As a former senior member and leader of the Unification Church, Steven Alan Hassan, now an exit counsellor, held several meetings with the self-proclaimed South-Korean Messiah Sun Myung Moon, who has just died at the age of 92.
"I was a fanatical member and leader," he told IBTimes UK.
At the age of 19, just like many young people of his age, Hassan was deceptively recruited into the "Moonies" while a student at Queens College in New York.
"My highest position was assistant director at national headquarters and director of CARP [Collegiate Association for the Research of Principles, a Moon organization] at Queens College, which was responsible for recruiting students at the college," he said.
He was favoured by top Unification Church leaders for his discipline and zeal, and success as a recruiter.

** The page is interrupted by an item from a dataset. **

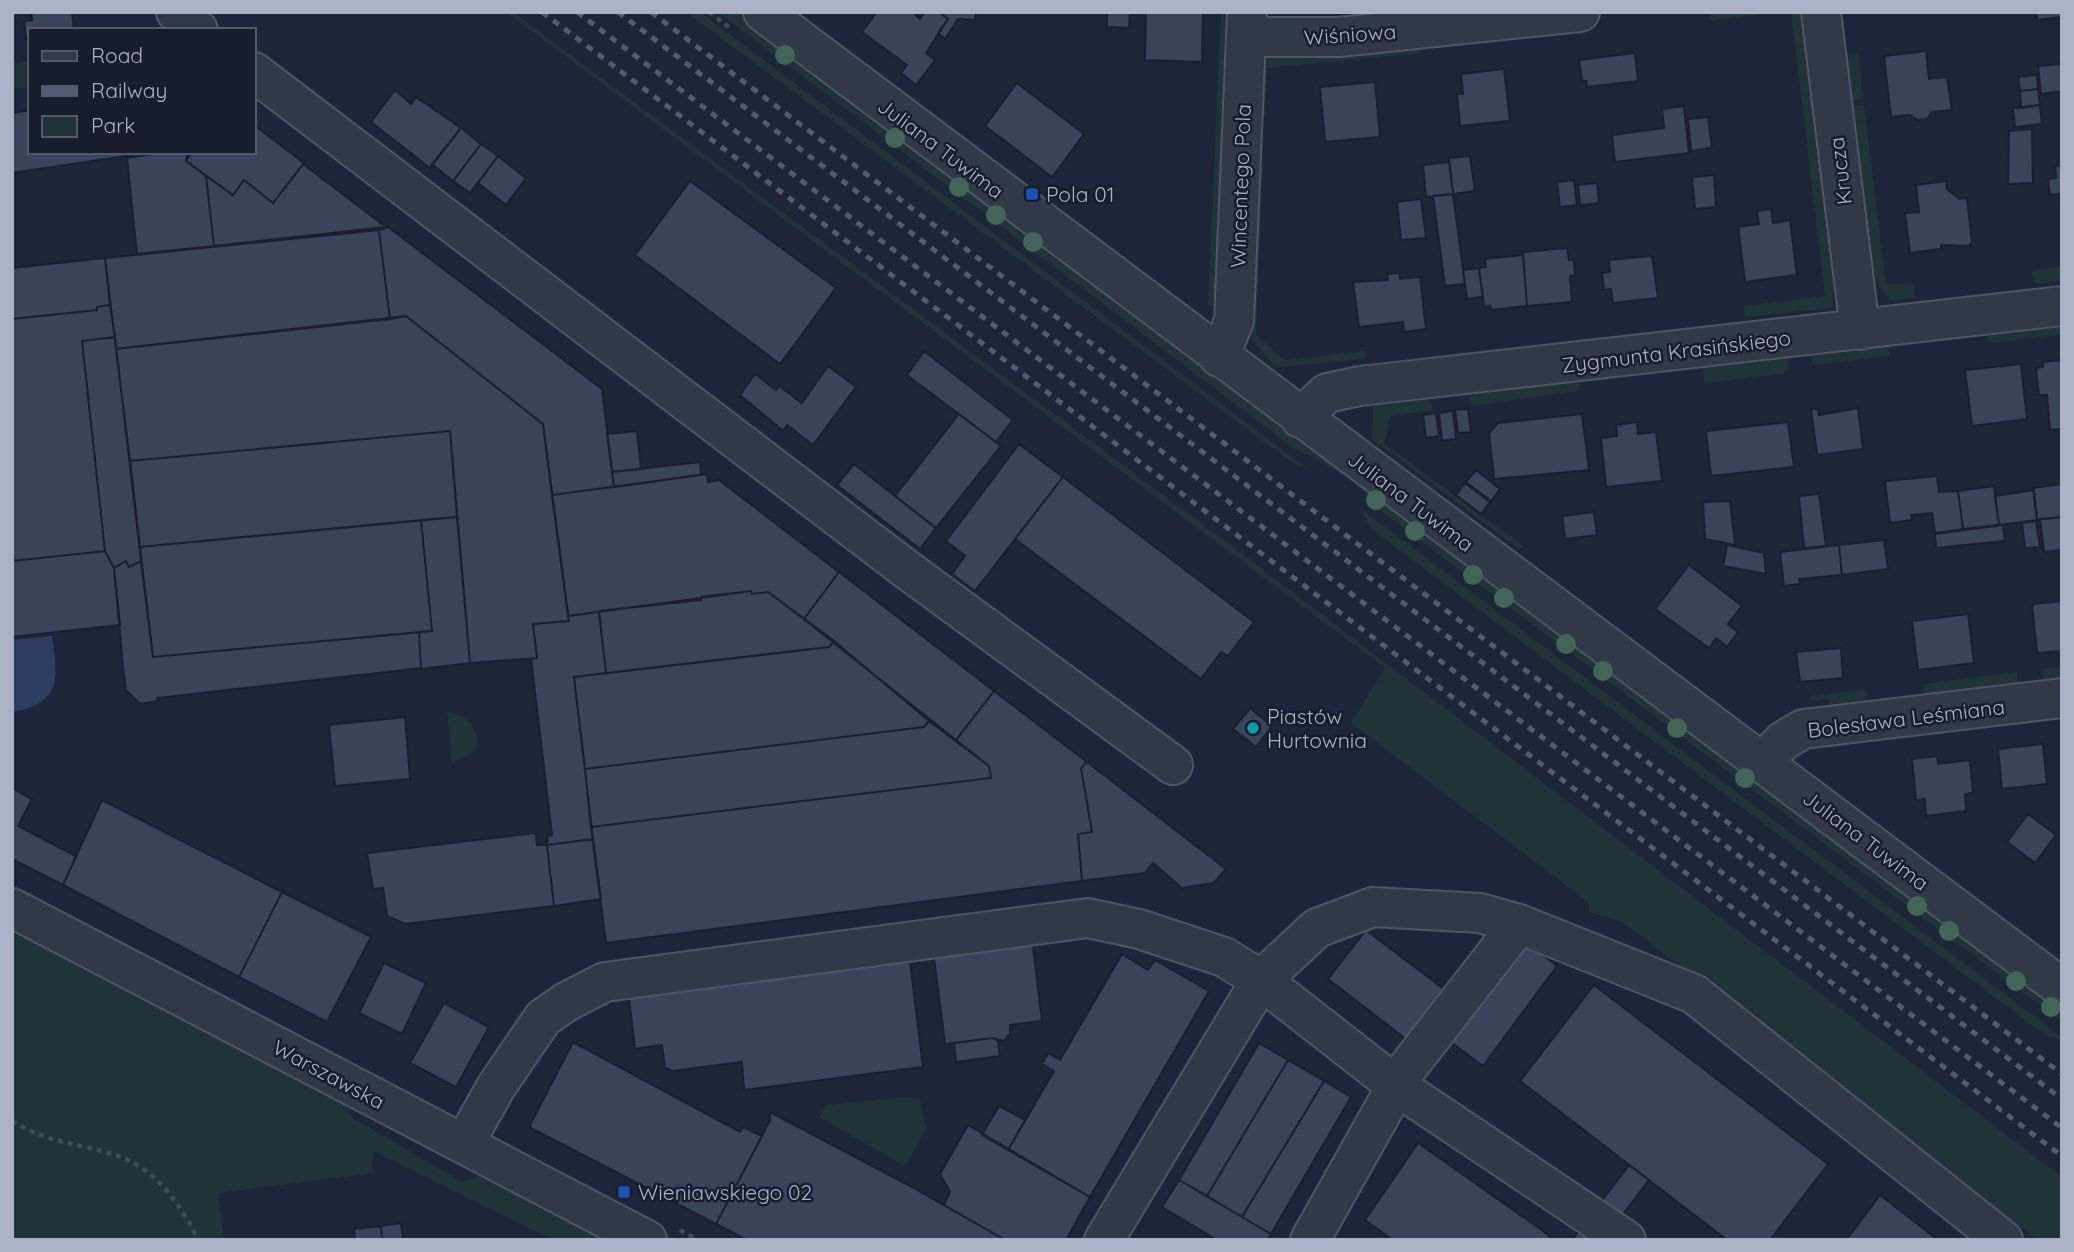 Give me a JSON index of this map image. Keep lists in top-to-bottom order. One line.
{"streets":{"street":["Wiśniowa","Juliana Tuwima","Krucza","Wincentego Pola","Zygmunta Krasińskiego","Bolesława Leśmiana","Warszawska"]},"crossings":[["Wiśniowa","Wincentego Pola"],["Juliana Tuwima","Wincentego Pola"],["Juliana Tuwima","Zygmunta Krasińskiego"],["Juliana Tuwima","Bolesława Leśmiana"],["Krucza","Zygmunta Krasińskiego"]],"places":{"transit":["Pola 01","Wieniawskiego 02"],"other":["Piastów Hurtownia"]},"legend":["Road","Railway","Park"]}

Hassan was eventually "deprogrammed" by his own family after causing a traffic accident due to lack of sleep at the wheel of a church van. "I almost died and I broke my leg," he recalls. "I was away from the group so I called my sister, who called my parents."
Hassan's parents contacted former members of the Unification Church, who engaged in a hard deprogramming session with him. Despite his resistance, Hassan eventually agreed to start a five-day intervention, after which he would be free to decide whether to return to the Unification Church. He chose to leave the organisation.
After his exit, he founded an organisation called ex-Moon Inc, with 400 other former members of the church.
'Moonies don't believe in democracy'
"We tried to investigate the Moonies," he said. "They don't believe in democracy. It's a Hitler-esque kind of organisation which wants to take over the world.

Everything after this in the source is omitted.